**ASSIGNED TASK:** Among the records below, find the lines that hold the word "setLineDash" and report how many there are, with no other words.

**RAW DATA:**

┌──

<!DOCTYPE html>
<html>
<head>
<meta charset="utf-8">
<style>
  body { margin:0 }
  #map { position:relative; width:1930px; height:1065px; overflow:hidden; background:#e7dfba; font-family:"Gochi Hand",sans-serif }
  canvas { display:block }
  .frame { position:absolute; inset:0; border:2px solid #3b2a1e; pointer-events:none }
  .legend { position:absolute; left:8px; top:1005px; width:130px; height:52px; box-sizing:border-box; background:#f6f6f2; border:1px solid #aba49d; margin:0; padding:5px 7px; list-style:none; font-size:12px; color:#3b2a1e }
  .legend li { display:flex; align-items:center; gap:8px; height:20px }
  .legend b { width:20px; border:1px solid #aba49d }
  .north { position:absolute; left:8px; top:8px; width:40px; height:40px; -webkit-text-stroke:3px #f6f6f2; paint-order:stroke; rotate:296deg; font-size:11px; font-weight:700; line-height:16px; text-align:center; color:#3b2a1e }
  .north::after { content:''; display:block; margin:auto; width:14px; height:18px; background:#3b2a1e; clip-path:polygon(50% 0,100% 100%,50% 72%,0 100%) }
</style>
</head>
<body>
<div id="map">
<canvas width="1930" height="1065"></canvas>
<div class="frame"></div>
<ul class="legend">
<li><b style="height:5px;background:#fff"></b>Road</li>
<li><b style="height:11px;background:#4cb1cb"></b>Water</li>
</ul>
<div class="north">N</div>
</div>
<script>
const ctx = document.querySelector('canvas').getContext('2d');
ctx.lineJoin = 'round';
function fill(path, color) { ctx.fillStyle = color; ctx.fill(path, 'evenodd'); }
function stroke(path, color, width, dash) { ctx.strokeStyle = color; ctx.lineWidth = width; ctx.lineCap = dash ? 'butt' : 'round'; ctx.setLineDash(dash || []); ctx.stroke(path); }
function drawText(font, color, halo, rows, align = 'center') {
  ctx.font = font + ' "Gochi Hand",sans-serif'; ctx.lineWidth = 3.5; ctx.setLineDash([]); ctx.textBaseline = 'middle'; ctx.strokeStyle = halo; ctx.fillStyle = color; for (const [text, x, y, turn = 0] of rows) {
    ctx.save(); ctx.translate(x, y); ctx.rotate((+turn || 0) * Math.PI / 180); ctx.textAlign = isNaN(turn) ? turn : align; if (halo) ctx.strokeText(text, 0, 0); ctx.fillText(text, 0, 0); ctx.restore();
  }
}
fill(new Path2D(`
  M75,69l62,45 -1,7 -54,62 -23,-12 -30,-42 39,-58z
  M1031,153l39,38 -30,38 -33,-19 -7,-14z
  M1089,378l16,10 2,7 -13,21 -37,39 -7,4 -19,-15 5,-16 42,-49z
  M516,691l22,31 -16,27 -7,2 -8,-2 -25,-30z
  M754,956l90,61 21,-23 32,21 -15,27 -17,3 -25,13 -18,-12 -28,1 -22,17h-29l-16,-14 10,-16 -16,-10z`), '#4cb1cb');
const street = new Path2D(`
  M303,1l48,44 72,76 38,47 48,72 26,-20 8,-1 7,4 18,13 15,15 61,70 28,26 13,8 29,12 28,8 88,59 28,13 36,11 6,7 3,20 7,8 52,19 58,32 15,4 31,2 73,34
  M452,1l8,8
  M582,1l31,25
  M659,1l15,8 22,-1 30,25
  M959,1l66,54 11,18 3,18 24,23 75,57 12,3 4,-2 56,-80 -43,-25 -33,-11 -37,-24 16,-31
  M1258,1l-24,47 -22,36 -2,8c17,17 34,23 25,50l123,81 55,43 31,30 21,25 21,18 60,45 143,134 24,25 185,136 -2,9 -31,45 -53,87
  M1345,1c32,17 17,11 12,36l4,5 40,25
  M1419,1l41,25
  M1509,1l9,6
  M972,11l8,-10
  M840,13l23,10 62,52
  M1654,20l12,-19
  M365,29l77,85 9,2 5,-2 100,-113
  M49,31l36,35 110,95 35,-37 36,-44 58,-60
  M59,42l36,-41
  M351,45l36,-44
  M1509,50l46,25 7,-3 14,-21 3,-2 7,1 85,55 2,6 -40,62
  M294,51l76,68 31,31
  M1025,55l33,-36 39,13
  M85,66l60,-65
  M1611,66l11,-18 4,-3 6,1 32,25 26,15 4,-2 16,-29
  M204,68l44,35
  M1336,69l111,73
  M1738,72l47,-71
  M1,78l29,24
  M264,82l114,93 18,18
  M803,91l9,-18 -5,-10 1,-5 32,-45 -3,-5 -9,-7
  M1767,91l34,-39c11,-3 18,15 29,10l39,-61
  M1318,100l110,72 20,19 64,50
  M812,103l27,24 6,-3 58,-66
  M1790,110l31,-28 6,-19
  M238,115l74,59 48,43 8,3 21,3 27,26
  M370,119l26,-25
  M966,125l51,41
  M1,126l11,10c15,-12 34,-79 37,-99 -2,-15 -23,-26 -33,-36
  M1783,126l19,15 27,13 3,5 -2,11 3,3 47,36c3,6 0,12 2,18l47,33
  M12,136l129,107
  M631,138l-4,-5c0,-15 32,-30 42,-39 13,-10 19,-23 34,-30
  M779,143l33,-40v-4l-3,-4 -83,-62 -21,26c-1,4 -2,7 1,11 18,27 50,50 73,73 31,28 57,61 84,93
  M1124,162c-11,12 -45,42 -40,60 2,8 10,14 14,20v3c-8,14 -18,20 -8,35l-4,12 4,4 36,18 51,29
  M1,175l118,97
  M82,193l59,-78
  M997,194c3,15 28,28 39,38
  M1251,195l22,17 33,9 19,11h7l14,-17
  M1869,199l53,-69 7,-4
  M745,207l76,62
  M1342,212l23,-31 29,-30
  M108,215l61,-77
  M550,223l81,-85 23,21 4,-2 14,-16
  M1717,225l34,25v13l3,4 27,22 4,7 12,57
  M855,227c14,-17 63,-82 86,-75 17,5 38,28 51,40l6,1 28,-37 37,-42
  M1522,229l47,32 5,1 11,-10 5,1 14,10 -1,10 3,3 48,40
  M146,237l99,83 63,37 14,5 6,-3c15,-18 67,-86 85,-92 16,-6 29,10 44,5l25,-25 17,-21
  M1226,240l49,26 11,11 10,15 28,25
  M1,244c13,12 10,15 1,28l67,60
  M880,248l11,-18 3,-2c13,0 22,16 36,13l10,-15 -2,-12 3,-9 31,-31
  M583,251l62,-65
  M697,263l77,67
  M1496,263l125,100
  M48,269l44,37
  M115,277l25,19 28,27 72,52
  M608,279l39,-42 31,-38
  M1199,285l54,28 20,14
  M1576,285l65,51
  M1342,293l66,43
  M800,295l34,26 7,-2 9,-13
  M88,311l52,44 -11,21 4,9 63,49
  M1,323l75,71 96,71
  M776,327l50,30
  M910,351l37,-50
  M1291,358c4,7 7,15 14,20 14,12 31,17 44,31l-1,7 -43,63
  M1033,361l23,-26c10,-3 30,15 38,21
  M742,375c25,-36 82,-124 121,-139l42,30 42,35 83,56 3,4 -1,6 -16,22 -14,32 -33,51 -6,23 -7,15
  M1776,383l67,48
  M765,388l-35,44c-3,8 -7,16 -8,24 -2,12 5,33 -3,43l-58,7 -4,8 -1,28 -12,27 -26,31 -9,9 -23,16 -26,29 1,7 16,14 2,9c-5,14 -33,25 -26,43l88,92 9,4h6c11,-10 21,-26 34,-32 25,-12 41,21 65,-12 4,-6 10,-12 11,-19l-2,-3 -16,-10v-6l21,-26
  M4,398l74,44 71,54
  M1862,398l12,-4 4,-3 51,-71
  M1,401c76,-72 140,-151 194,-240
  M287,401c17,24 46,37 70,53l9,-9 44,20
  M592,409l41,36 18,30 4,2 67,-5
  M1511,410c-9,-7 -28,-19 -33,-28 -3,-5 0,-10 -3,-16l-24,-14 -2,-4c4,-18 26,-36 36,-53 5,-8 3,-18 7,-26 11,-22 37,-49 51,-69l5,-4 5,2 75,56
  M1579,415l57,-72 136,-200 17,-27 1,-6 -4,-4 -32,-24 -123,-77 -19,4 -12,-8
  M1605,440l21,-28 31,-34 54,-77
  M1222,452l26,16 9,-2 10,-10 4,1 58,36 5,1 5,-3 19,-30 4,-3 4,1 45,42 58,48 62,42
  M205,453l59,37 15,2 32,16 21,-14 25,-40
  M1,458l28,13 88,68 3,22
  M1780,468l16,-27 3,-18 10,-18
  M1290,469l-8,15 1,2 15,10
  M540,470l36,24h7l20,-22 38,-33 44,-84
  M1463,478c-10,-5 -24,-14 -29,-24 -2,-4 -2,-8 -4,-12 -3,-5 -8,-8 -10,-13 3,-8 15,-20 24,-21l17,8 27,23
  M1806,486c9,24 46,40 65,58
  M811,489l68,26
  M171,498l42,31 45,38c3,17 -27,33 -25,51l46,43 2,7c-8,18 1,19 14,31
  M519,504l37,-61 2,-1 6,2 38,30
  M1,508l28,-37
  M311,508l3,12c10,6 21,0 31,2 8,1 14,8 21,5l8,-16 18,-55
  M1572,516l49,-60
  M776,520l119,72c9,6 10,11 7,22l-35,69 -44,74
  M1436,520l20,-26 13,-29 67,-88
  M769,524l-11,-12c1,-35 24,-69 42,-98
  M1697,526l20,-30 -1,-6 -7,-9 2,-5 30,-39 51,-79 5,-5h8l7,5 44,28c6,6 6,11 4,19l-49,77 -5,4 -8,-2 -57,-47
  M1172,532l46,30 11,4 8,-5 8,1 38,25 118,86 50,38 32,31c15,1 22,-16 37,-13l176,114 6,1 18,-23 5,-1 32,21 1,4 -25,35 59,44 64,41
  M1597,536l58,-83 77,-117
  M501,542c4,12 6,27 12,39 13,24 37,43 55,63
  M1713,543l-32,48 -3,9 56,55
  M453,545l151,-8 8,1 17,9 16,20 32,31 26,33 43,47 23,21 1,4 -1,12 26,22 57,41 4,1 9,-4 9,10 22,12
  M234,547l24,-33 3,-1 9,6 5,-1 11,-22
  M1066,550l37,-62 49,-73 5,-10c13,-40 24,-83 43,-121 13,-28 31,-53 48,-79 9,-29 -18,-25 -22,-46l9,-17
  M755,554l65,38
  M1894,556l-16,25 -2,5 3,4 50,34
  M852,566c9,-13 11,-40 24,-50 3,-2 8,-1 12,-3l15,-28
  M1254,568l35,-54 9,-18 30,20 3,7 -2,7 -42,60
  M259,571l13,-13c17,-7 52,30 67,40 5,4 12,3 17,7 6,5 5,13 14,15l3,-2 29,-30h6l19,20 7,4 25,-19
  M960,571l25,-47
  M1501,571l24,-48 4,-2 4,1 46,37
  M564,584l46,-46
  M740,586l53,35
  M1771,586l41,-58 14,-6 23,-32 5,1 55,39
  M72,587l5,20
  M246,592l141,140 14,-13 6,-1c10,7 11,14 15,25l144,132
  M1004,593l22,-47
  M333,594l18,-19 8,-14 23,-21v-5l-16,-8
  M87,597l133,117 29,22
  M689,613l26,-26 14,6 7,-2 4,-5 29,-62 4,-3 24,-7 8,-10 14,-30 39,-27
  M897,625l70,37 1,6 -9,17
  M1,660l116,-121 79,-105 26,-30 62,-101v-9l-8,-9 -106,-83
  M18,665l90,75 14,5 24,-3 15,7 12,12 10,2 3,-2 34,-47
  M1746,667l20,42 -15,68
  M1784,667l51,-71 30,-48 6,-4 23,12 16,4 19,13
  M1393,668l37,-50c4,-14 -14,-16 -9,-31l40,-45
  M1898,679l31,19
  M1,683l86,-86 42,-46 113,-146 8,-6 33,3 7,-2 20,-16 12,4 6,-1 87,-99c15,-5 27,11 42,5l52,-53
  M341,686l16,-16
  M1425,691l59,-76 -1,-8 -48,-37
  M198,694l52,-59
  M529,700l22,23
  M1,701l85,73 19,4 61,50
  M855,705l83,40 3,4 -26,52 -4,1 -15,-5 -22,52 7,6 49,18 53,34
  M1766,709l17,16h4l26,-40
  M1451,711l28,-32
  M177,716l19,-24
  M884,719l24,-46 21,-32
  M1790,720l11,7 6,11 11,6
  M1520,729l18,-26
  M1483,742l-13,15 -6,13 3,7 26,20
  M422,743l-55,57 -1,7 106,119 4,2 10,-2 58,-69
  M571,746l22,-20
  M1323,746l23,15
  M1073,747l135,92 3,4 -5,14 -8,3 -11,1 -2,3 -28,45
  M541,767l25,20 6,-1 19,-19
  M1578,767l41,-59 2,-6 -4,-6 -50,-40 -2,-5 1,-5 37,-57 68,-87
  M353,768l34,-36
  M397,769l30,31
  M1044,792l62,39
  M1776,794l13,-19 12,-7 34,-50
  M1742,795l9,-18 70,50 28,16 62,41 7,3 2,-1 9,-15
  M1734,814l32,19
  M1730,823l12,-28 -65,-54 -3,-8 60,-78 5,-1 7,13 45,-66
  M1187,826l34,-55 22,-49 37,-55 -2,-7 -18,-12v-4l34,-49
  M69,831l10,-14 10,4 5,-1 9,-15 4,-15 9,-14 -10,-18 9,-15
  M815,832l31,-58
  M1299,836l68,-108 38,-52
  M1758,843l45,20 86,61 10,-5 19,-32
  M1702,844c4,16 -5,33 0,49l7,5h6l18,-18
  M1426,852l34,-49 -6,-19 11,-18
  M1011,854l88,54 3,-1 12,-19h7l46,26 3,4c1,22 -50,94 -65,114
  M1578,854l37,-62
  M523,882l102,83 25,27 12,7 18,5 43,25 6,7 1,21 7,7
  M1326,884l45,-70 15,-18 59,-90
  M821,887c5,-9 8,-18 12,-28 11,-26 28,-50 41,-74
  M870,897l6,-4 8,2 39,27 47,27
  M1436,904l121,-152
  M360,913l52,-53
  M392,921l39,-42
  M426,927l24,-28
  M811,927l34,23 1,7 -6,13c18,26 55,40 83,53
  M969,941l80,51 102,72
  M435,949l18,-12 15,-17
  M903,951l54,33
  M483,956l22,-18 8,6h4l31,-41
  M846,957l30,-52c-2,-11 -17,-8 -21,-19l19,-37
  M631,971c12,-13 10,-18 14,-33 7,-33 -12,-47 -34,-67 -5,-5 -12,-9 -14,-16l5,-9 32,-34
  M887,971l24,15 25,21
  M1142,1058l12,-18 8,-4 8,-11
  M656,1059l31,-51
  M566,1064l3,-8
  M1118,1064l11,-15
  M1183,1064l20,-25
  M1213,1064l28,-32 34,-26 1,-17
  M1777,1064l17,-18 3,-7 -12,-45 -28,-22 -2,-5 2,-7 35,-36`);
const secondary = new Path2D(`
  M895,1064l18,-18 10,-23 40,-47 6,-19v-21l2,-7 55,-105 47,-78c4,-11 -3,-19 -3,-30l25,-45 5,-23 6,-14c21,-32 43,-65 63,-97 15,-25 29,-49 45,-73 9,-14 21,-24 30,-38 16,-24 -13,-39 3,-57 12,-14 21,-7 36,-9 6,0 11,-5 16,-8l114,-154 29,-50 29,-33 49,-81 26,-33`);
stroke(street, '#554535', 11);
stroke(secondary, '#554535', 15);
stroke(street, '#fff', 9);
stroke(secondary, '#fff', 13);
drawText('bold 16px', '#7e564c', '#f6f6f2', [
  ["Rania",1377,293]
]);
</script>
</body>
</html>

└──

**EXERCISE OUTPUT:** 2